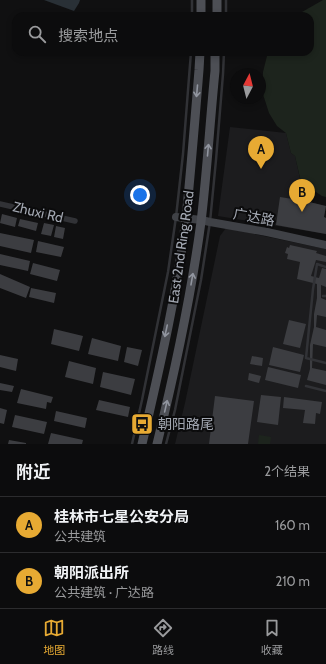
<!DOCTYPE html>
<html lang="zh">
<meta charset="utf-8">
<style>
body{margin:0;font-family:Cabin,"Noto Sans SC",sans-serif;background:#151516;color:#f1f3f6}
.compass{position:absolute;left:230px;top:68px;width:36px;height:36px;border-radius:50%;background:#0c0c0d;box-shadow:0 2px 6px #0003;rotate:7deg}
.you{position:absolute;left:140px;top:195px;width:14px;height:14px;margin:-10px;border:3px solid #fff;border-radius:50%;background:#1a73e8;box-shadow:0 0 0 6px #1a73e833}
.badge{display:grid;place-items:center;width:26px;height:26px;border-radius:50%;background:#e7aa33;color:#111;font-size:13px;font-weight:700}
.pin{position:absolute;translate:-50% -33px;filter:drop-shadow(0 1px 2px #0008)}
.pin::after{content:'';position:absolute;top:21px;width:14px;height:12px;background:inherit;clip-path:polygon(0 0,100% 0,50% 100%)}
.list{margin:0;padding:0;list-style:none}
h2{display:flex;justify-content:space-between;align-items:center;height:52px;margin:0;padding:0 16px;font-size:17px}
h2 small{font-size:13px;font-weight:400;color:#9a9b9d}
.list li{display:grid;grid-template-columns:26px 1fr auto;gap:12px;align-items:center;box-sizing:border-box;height:56px;padding:0 16px;border-top:1px solid #2c2c2e}
.list b{display:block;font-size:15px;white-space:nowrap}
.list p{margin:0;font-size:13px;white-space:nowrap;color:#9a9b9d}
.list em{font-size:13px;font-style:normal;color:#9a9b9d}
.icon{flex:none;width:22px;height:22px;fill:none;stroke:currentColor;stroke-width:2;stroke-linecap:round;stroke-linejoin:round}
.map{position:relative;flex:none;width:326px;height:444px;overflow:hidden}
.search{position:absolute;background:#0c0c0d;box-shadow:0 2px 6px #0003;left:12px;right:12px;top:12px;height:44px;display:flex;align-items:center;gap:10px;box-sizing:border-box;padding:0 14px;border-radius:12px;color:#9a9b9d;font-size:15px}
.sheet{height:164px;background:#0c0c0d}
nav{display:flex;justify-content:space-around;align-items:center;box-sizing:border-box;height:56px;border-top:1px solid #2c2c2e;background:#0c0c0d;font-size:11px;color:#9a9b9d}
nav a{display:grid;justify-items:center;gap:2px}
nav .on{color:#e7aa33}
.map>svg:first-child{display:block}
</style>
<div class="map">
<svg width="326" height="444" viewBox="0 0 326 444">
<rect width="100%" height="100%" fill="#101011"/>
<path fill="#1c1c1e" d="M230 127 286 133 291 153 295 156 305 201 326 206 324 217 326 218V234L218 216Z
M226 228 326 249V444H175L185 403 220 236Z"/>
<path fill="#1d241d" d="M323 0H326V197L322 196 301 182 295 156 291 153 286 133 277 126 269 113 262 91 263 72 268 52H310V16H295Z
M259 435 271 437 270 444H258Z"/>
<path fill="#293036" d="M44 0H80L79 3 74 11Z"/>
<path fill="#3c3d41" d="M280 197 305 201 326 206 324 217 326 218V234L276 225Z
M2 214 17 218 15 227 0 223Z
M20 219 38 223 36 231 18 226Z
M44 223 54 225 51 236 41 234Z
M56 226 65 228 63 239 54 237Z
M0 233 34 240 31 253 0 246Z
M38 241 64 247 61 257 36 252Z
M290 245 317 251 316 253 326 256V262L316 260 311 276 319 278 322 268 326 269V287L321 285V298L326 300V317L317 315 316 327 326 330V347L313 344 312 368 326 371V385L307 380 310 369V345L314 327V314L317 298V284L297 279 300 262 287 259 288 254 285 253 287 247 289 248Z
M0 254 30 261 28 271 0 265Z
M33 263 60 270 57 281 30 274Z
M0 274 30 287 26 298 0 288Z
M31 288 56 293 54 303 29 297Z
M289 320 306 324 300 348 283 344Z
M54 329 83 336 79 351 51 344Z
M92 338 121 346 118 361 88 354Z
M127 347 142 350 138 366 124 362Z
M273 347 304 355 300 372 269 365Z
M0 355 18 359 16 371 0 367Z
M252 356 263 358 262 366 250 364Z
M69 361 96 368 93 384 65 377Z
M268 367 301 375 298 388 265 380Z
M103 372 135 379 131 395 100 387Z
M249 373 261 376 259 383 248 380Z
M0 383 14 386 12 392 0 390Z
M21 389 53 397 51 403 47 402 46 409 17 403Z
M261 395 281 397 278 425 257 422Z
M215 396 254 401 248 444H209Z
M284 397 322 402 320 414 316 413 315 424 303 423 305 410 283 408Z
M99 400 130 407 128 417 96 410Z
M0 408 7 410 4 424 0 423Z
M56 411 87 418 85 428 54 421Z
M15 415 47 422 44 434 12 427Z
M51 433 83 440 82 444H48Z
M9 440 26 443V444H8Z"/>
<g fill="none" stroke-linecap="round" stroke-linejoin="round">
<path stroke="#313236" stroke-width="2.5" d="M192 16V0
M226 16V0
M326 267 317 264 313 289 306 358 326 363
M323 296H326
M306 386 326 391
M132 444 142 400 168 272 176 217 183 154 191 52
M166 444 175 410 201 280 210 222 216 160 223 74 224 52"/>
<path stroke="#313236" stroke-width="5.5" d="M0 204 75 221"/>
<path stroke="#3f4146" stroke-width="8" d="M176 217 201 220 210 222 267 232 326 245"/>
<path stroke="#4d4f55" stroke-width="9" d="M201 16V0
M217 16V0
M142 444C159 370 177 294 186 218 191 169 195 119 199 70L200 52
M157 444C175 371 191 296 201 222 207 172 210 121 215 71V52"/>
</g>
<defs><path id="oneway-shaft" d="M-6 0H5M1.5-3L5.5 0L1.5 3" fill="none" stroke-width="1.6" stroke-linecap="round" stroke-linejoin="round"/></defs>
<g stroke="#91959f">
<use href="#oneway-shaft" transform="translate(197 91) rotate(95)"/>
<use href="#oneway-shaft" transform="translate(208 150) rotate(-85)"/>
<use href="#oneway-shaft" transform="translate(192 279) rotate(-80)"/>
<use href="#oneway-shaft" transform="translate(166 331) rotate(102)"/>
<use href="#oneway-shaft" transform="translate(166 406) rotate(-77)"/>
</g>
<defs>
<g id="bus-square" transform="scale(1.15)"><rect x="-9" y="-9" width="18" height="18" rx="4" fill="#e7aa33" stroke="#0b0b0c"/><path d="M-5-6H5V4H4V6H2V4H-2V6H-4V4H-5ZM-3.5-4V0h7V-4ZM-3.5 1.2v1.5H-2V1.2ZM2 1.2v1.5H3.5V1.2Z" fill="#111"/></g>
</defs>
<g fill-rule="evenodd">
<use href="#bus-square" x="142" y="424"/>
</g>
<g text-anchor="middle" dominant-baseline="central" stroke-width="4" stroke-linejoin="round" paint-order="stroke">
<g font-size="14" fill="#a2a7b1" stroke="#0b0b0c">
<text transform="translate(38 212) rotate(13)">Zhuxi Rd</text>
<text transform="translate(254 217) rotate(10)">广达路</text>
<text transform="translate(181 247) rotate(-82)">East 2nd Ring Road</text>
</g>
<g font-size="14" fill="#a2a7b1" stroke="#0b0b0c" text-anchor="start">
<text x="158" y="424">朝阳路尾</text>
</g>
</g>
</svg>
<svg class="compass" viewBox="-18 -18 36 36"><path d="M0-13l5 13h-10z" fill="#e53935"/><path d="M0 13l5-13h-10z" fill="#9a9b9d"/></svg>
<div class="you"></div>
<div class="pin badge" style="left:261px;top:169px">A</div>
<div class="pin badge" style="left:302px;top:212px">B</div>
<div class="search"><svg class="icon" aria-label="search" viewBox="0 0 24 24"><circle cx="10" cy="10" r="6"/><path d="M15 15l6 6"/></svg>搜索地点</div>
</div>
<section class="sheet">
<h2>附近<small>2个结果</small></h2>
<ul class="list">
<li><span class="badge">A</span><div><b>桂林市七星公安分局</b><p>公共建筑</p></div><em>160 m</em></li>
<li><span class="badge">B</span><div><b>朝阳派出所</b><p>公共建筑 · 广达路</p></div><em>210 m</em></li>
</ul>
</section>
<nav>
<a class="on"><svg class="icon" aria-label="map" viewBox="0 0 24 24"><path d="M3 6l6-2 6 2 6-2v14l-6 2-6-2-6 2zM9 4v14M15 6v14"/></svg>地图</a>
<a><svg class="icon" aria-label="directions" viewBox="0 0 24 24"><path d="M12 3l9 9-9 9-9-9zM9 14v-3h6M13 9l2 2-2 2"/></svg>路线</a>
<a><svg class="icon" aria-label="saved" viewBox="0 0 24 24"><path d="M7 4h10v16l-5-4-5 4z"/></svg>收藏</a>
</nav>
++++++
Every line above that carries the string "defs" should be copied.

<defs><path id="oneway-shaft" d="M-6 0H5M1.5-3L5.5 0L1.5 3" fill="none" stroke-width="1.6" stroke-linecap="round" stroke-linejoin="round"/></defs>
<defs>
</defs>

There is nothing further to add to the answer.